─── Data provided ───

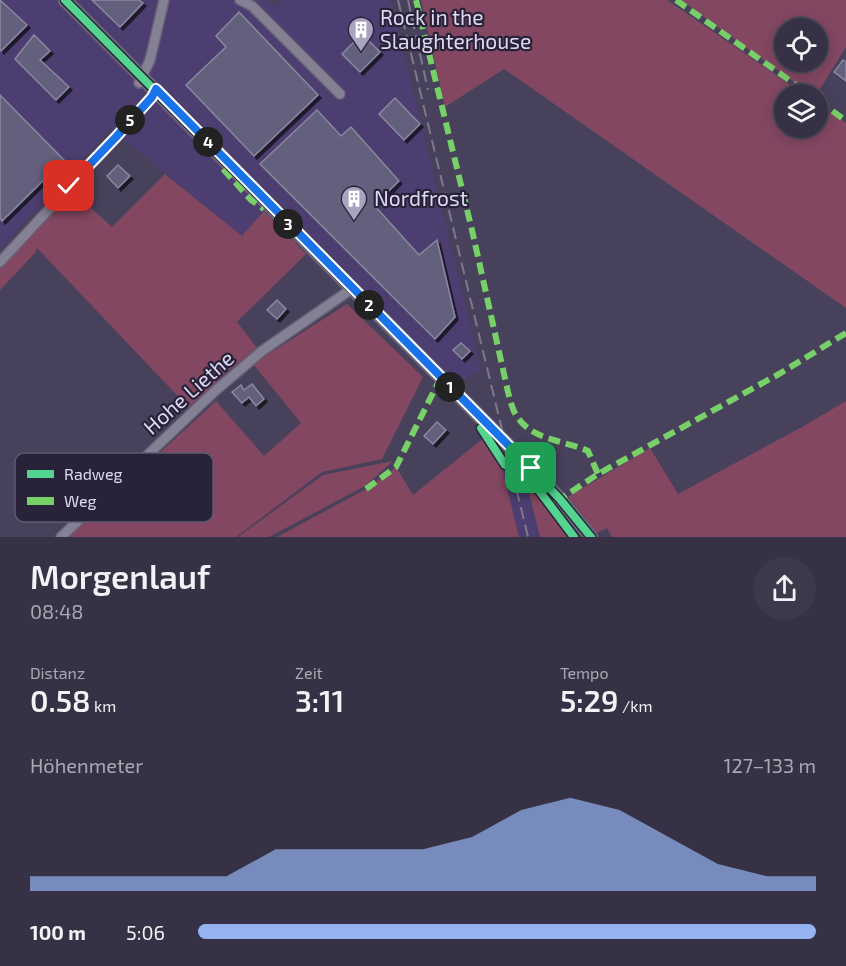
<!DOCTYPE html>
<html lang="de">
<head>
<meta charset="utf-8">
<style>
	:root { --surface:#363144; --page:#3d394b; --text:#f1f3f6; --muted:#aaa9b2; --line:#504c5d; --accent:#95b2f1 }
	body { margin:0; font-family:"Exo 2",sans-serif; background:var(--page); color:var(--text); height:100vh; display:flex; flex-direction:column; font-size:22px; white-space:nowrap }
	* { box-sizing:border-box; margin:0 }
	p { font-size:20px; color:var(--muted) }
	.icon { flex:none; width:33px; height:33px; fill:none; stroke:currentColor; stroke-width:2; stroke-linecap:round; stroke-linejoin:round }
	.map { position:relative; height:537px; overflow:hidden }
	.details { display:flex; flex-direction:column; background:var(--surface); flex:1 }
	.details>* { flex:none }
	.controls { position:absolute; left:774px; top:18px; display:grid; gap:12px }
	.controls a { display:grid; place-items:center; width:54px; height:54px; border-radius:50%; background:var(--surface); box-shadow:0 3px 15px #0003,0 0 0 2px var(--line); font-size:30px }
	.pin { position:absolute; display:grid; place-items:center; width:51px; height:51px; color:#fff; margin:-26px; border-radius:12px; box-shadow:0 3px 9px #0006 }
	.km { position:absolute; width:30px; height:30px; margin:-15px; border-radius:50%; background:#222; color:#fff; font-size:16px; line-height:30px; text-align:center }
	.round { display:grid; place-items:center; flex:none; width:63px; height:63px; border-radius:32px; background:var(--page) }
	.summary { display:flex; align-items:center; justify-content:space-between; height:102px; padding:0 30px }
	h1 { font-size:33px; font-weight:600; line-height:45px }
	.stats { display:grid; grid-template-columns:repeat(3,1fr); gap:9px; height:102px; padding:6px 30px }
	.stats div { display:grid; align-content:center }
	.stats b { font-size:30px; font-weight:600 }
	.stats small { font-size:16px; font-weight:400 }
	.stats p { font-size:16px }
	.chart { height:168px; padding:12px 30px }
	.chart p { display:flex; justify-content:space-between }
	.chart svg { width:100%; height:108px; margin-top:6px; fill:var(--accent); opacity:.7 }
	ul { padding:0 30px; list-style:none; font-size:20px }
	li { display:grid; grid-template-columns:96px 72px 1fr; align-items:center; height:45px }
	li i { height:15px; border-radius:8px; background:var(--accent) }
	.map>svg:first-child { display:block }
</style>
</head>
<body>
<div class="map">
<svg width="846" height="537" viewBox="0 0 846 537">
	<defs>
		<filter id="shadow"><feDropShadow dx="3" dy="3" stdDeviation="0" flood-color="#0009"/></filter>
	</defs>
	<rect width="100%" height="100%" fill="#48415b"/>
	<path fill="#4d3e71" d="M0 0H266L278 7 281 0H391L481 370 456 383 274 198 242 236 110 128 0 249Z
		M500 459 524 477 540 537H519Z"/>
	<path fill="#834762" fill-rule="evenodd" d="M421 0H667L804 94H784V128H818V104L846 123V308L504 69 445 107Z
		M681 0H846V47L817 94H810ZM784 28H818V62H784Z
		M165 174 242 236 264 211 306 254 237 322 258 349 229 370 189 408 37 248 35 253 0 290V268L72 189 77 195 112 227Z
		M347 304 423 377 382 459 322 472 236 537H68L216 401 264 456 301 423 253 364Z
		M846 401V537H612L607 528 597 533 568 497 650 448 678 494 802 427Z
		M486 436 500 459 519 537H277L366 489 396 467 413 495Z
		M393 461 365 486 269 537H238L323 475Z
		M533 482 571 537H540L528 489Z"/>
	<path fill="#62617d" stroke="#89889f" stroke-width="1.5" filter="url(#shadow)" d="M0 0 27 25 1 51 0 50Z
		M92 0H139L143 3 120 27Z
		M239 12 318 95 254 156 186 85 226 47 216 36Z
		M362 34 380 52 360 72 342 54Z
		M34 35 50 51 40 60 69 87 56 100 15 59Z
		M843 60 846 62V81L834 72Z
		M0 95 64 160 2 221 0 218Z
		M395 98 420 124 404 140 379 114Z
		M317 110 341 136 351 127 399 181 374 205 419 255 437 240 455 317 435 339 260 164Z
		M118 165 130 176 118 188 107 176Z
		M277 300 286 309 277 319 267 310Z
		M461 343 470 351 462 359 453 350Z
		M252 384 264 399 256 406 249 397 242 403 232 392 241 385 244 390Z
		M437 422 446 430 433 444 424 436Z"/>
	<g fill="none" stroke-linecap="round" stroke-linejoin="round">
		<defs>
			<path id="street" d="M240 0 252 6 340 94
				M139 83 150 60 164 0
				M0 262 116 137 151 97 156 89
				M61 537 215 391 262 351 353 288"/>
			<path id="secondary" d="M65 0 505 442 559 498 591 537"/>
		</defs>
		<use href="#street" stroke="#665f76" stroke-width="12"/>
		<use href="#secondary" stroke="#665f76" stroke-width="15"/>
		<use href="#street" stroke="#858195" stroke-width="9"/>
		<use href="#secondary" stroke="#878296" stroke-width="12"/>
		<path stroke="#7e788d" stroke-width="2" stroke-dasharray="12 6" stroke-linecap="butt" d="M398 0 528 537
			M408 0 428 90"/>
		<path stroke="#78d068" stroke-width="6" stroke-dasharray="12 6" stroke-linecap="butt" d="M416 0 472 230 508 392C510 399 512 409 516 415 532 441 564 440 588 451L598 474
			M676 0 809 94
			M818 100 846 121
			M223 169 251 200 264 209
			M366 489 396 467 437 385 442 379
			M556 502 598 474 779 374 846 333"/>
		<defs>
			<path id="cycleway" d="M65 0 505 442 559 498 591 537
				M481 428 505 465 528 476 574 537"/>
		</defs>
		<use href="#cycleway" stroke="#282338" stroke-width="11"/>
		<use href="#cycleway" stroke="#53d58f" stroke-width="8"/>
	</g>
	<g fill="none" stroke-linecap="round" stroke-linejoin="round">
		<defs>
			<path id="route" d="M69 186 116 137 152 97 156 89 531 468"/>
		</defs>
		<use href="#route" stroke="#fff" stroke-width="12"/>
		<use href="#route" stroke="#1a73e8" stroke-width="8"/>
	</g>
	<defs>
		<symbol id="building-pin" viewBox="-11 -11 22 30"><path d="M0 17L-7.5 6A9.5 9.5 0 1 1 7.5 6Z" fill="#aaa3bf" stroke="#282338"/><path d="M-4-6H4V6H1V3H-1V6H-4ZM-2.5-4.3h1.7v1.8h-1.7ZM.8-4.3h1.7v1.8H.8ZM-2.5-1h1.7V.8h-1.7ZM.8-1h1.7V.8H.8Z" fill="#fff"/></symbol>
	</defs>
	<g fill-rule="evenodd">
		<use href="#building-pin" x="346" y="15" width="30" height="40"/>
		<use href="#building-pin" x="339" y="184" width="30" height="40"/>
	</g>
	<g text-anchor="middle" stroke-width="4.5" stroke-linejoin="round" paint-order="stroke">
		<g font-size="21" fill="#dfd8f5" stroke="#282338" text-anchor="start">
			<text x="380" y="25">Rock in the<tspan x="380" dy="24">Slaughterhouse</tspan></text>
			<text x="374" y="206">Nordfrost</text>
		</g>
		<g font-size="21" fill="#dfd8f5" stroke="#282338">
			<text transform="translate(189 393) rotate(-42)" y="7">Hohe Liethe</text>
		</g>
	</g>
	<rect x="15" y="453" width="198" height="69" rx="9" fill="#282338" stroke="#5f5971" stroke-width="1.5"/>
	<rect x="27" y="470" width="27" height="8" fill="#53d58f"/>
	<rect x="27" y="497" width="27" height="8" fill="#78d068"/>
	<g font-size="16" fill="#dfd8f5">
		<text x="64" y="480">Radweg</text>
		<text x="64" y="507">Weg</text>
	</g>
</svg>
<div class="controls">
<a><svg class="icon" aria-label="locate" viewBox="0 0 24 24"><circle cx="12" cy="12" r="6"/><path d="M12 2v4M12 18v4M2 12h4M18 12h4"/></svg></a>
<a><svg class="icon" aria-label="layers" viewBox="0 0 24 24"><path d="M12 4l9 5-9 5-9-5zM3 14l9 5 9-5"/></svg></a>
</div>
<div class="pin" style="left:531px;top:468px;background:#1e9e55"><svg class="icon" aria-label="arrive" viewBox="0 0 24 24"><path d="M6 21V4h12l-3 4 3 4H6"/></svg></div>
<div class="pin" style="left:69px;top:186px;background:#d93025"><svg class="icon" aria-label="check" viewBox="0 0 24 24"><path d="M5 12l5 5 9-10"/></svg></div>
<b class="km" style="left:450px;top:387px">1</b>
<b class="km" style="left:369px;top:305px">2</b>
<b class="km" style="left:288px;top:224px">3</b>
<b class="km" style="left:208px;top:142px">4</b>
<b class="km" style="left:130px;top:120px">5</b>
</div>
<section class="details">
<div class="summary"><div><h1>Morgenlauf</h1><p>08:48</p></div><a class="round"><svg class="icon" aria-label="share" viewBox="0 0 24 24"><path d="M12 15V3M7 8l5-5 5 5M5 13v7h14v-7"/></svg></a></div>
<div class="stats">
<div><p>Distanz</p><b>0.58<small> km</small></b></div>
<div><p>Zeit</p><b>3:11</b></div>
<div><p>Tempo</p><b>5:29<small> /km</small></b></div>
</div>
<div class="chart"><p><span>Höhenmeter</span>127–133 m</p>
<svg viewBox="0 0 160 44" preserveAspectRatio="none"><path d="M0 44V38L10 38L20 38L30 38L40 38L50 27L60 27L70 27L80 27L90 22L100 11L110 6L120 11L130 22L140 33L150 38L160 38V44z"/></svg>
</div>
<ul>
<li><b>100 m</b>5:06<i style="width:100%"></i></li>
</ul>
</section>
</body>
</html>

───

* Problem to work on
Using the entries above, give again exactly the lines from the line holding "position:relative; height:537px; overflow:hidden" through the line holding "position:absolute; display:grid; place-items:center;". Include both end lines and nothing else.

* Written solution
	.map { position:relative; height:537px; overflow:hidden }
	.details { display:flex; flex-direction:column; background:var(--surface); flex:1 }
	.details>* { flex:none }
	.controls { position:absolute; left:774px; top:18px; display:grid; gap:12px }
	.controls a { display:grid; place-items:center; width:54px; height:54px; border-radius:50%; background:var(--surface); box-shadow:0 3px 15px #0003,0 0 0 2px var(--line); font-size:30px }
	.pin { position:absolute; display:grid; place-items:center; width:51px; height:51px; color:#fff; margin:-26px; border-radius:12px; box-shadow:0 3px 9px #0006 }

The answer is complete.